The input:
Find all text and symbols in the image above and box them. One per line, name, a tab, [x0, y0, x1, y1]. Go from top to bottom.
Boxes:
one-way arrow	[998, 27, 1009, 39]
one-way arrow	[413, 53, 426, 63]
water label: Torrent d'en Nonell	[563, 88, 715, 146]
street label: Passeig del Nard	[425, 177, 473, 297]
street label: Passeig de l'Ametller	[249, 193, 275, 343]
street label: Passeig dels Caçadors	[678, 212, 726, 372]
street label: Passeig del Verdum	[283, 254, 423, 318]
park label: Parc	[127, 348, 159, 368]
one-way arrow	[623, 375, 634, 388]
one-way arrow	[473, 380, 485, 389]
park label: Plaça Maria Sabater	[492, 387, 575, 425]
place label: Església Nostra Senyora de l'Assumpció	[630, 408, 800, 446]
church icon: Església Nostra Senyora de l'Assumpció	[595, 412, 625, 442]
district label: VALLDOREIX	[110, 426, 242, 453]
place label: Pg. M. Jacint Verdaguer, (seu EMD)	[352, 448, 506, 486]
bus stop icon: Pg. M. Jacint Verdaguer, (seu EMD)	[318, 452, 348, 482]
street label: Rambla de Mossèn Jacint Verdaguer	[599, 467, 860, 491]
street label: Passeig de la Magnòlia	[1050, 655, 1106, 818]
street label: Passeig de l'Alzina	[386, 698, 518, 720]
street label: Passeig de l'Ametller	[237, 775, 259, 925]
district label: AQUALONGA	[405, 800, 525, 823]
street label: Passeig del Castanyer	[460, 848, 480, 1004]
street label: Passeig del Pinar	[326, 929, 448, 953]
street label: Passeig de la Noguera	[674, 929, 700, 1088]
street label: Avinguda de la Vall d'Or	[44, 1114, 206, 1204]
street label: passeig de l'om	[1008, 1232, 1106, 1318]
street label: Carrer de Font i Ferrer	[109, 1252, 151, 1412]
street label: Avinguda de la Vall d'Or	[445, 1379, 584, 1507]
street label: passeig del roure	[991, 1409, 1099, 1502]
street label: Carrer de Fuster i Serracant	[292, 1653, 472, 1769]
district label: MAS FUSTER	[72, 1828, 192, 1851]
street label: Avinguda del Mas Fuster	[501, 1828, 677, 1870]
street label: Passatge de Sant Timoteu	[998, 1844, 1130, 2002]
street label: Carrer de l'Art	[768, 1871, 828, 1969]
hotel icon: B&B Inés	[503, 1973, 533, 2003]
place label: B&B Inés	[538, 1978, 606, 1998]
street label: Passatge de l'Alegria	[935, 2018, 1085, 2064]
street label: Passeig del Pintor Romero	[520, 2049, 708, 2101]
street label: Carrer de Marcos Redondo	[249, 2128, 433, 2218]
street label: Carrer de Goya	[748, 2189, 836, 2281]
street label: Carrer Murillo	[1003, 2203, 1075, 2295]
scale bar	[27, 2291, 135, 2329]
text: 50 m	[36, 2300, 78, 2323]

Exercise goal: Go through the data and return each line where the word "Verdaguer" appears.

Finished exercise:
place label: Pg. M. Jacint Verdaguer, (seu EMD)	[352, 448, 506, 486]
bus stop icon: Pg. M. Jacint Verdaguer, (seu EMD)	[318, 452, 348, 482]
street label: Rambla de Mossèn Jacint Verdaguer	[599, 467, 860, 491]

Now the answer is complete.